◆ What is being asked ◆
The expected response is an exact repetition of every record, with images excluded.

[Collected data]

────────────────────

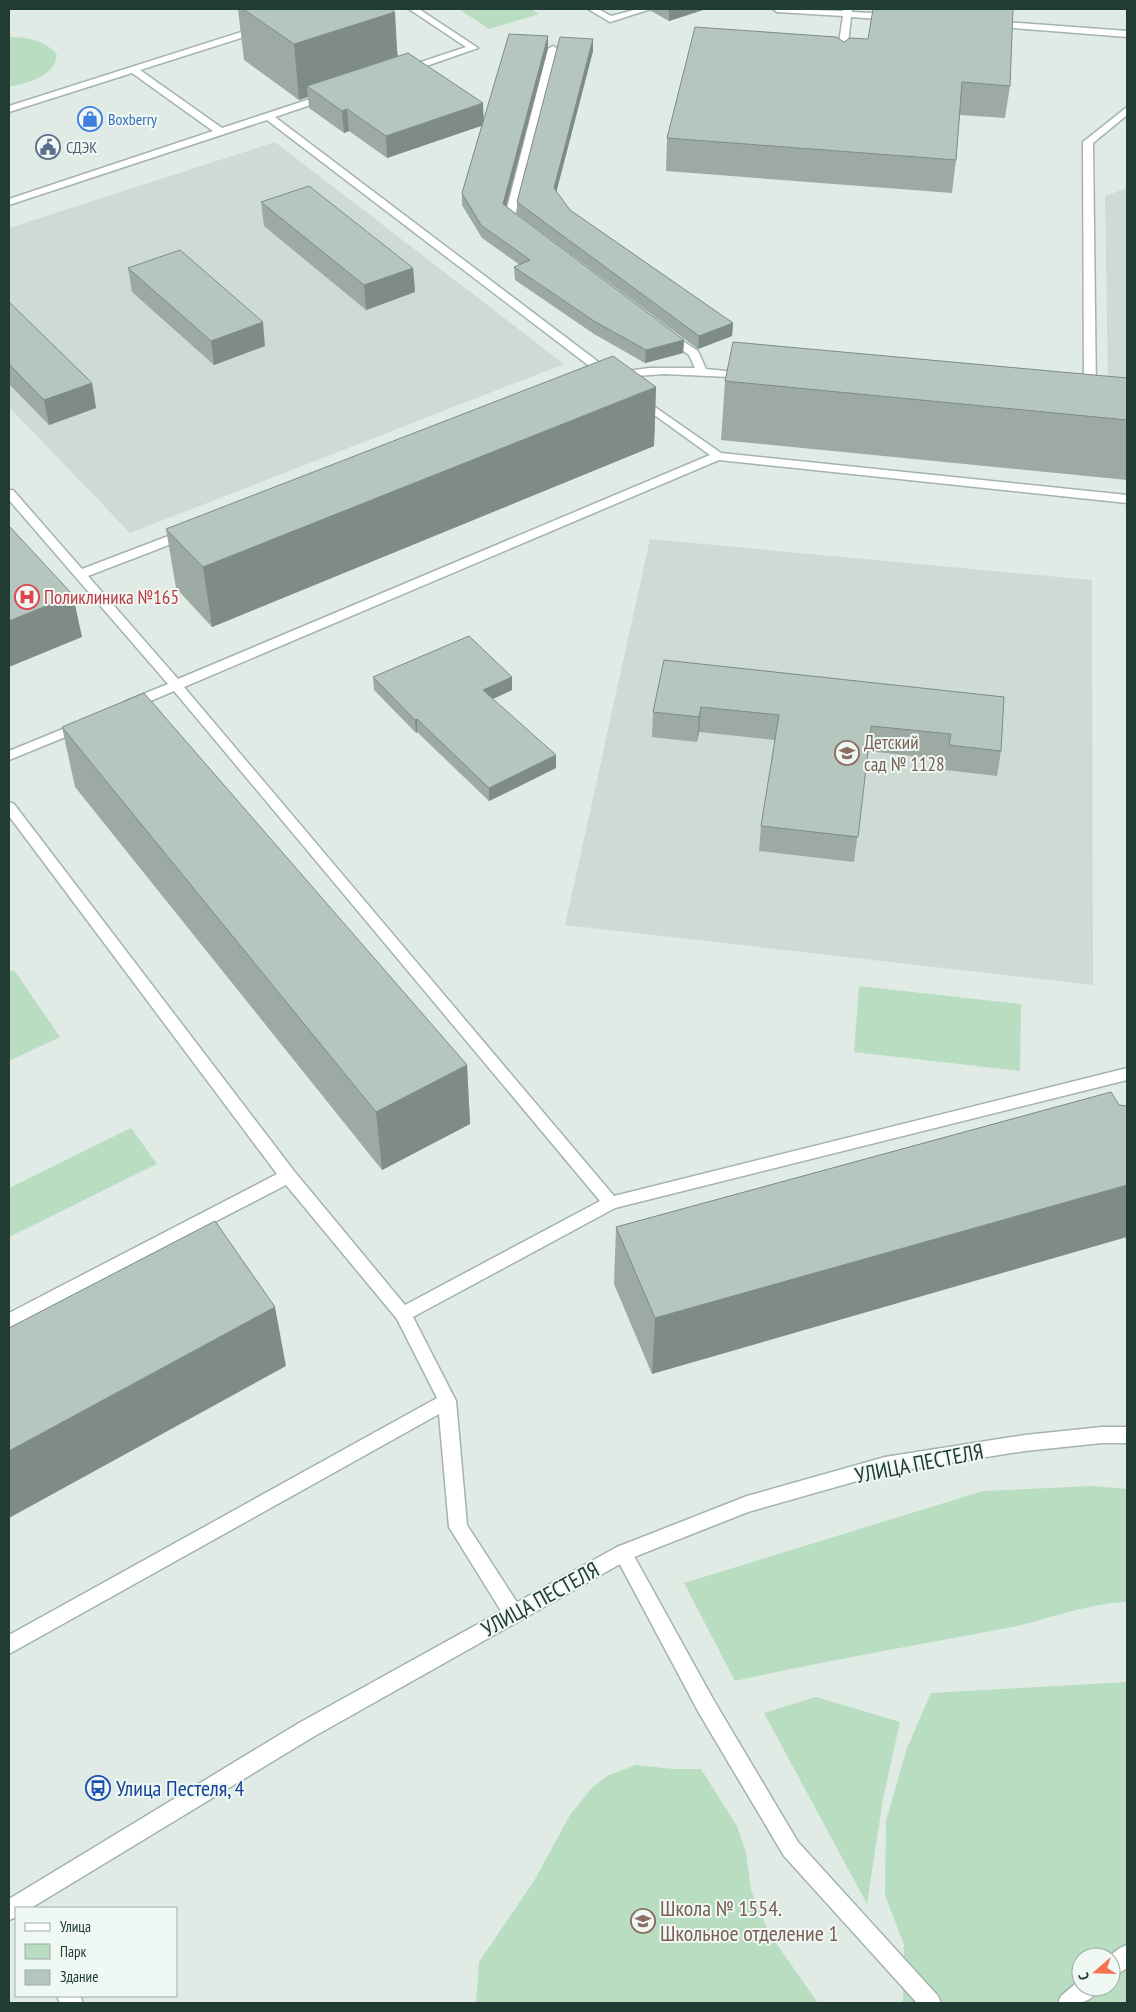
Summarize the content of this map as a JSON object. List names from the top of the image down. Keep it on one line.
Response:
{"streets":{"street":["УЛИЦА ПЕСТЕЛЯ"]},"places":{"shop":["Boxberry"],"public building":["СДЭК"],"hospital":["Поликлиника №165"],"school or university":["Детский сад № 1128","Школа № 1554. Школьное отделение 1"],"bus stop":["Улица Пестеля, 4"]},"legend":["Улица","Парк","Здание"],"north":"left"}
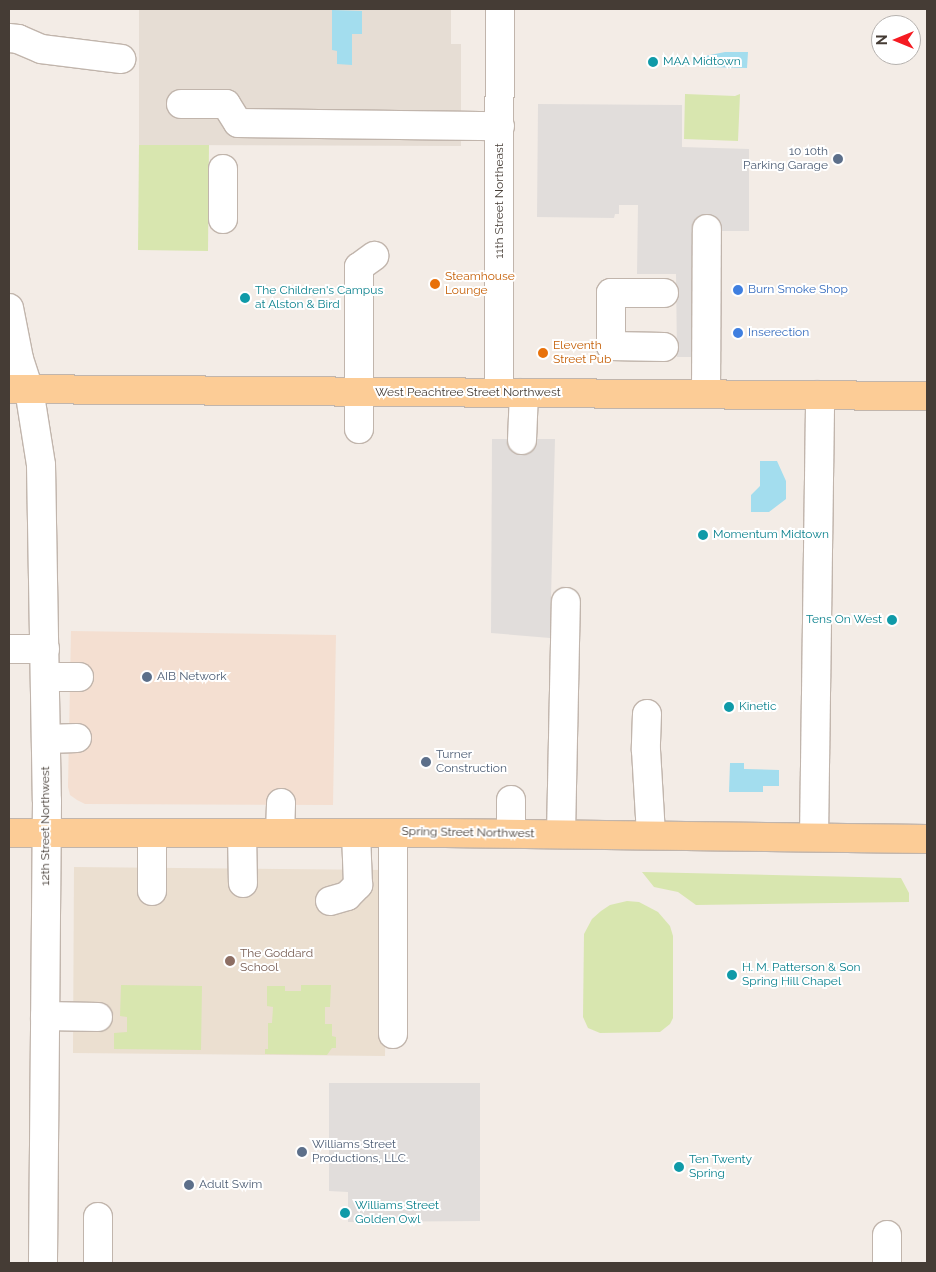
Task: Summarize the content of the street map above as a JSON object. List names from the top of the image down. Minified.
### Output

────────────────────

◆ Task result ◆
Summarize the content of this map as a JSON object. List names from the top of the image down. Keep it on one line.
Response:
{"streets":{"street":["УЛИЦА ПЕСТЕЛЯ"]},"places":{"shop":["Boxberry"],"public building":["СДЭК"],"hospital":["Поликлиника №165"],"school or university":["Детский сад № 1128","Школа № 1554. Школьное отделение 1"],"bus stop":["Улица Пестеля, 4"]},"legend":["Улица","Парк","Здание"],"north":"left"}
Task: Summarize the content of the street map above as a JSON object. List names from the top of the image down. Minified.
### Output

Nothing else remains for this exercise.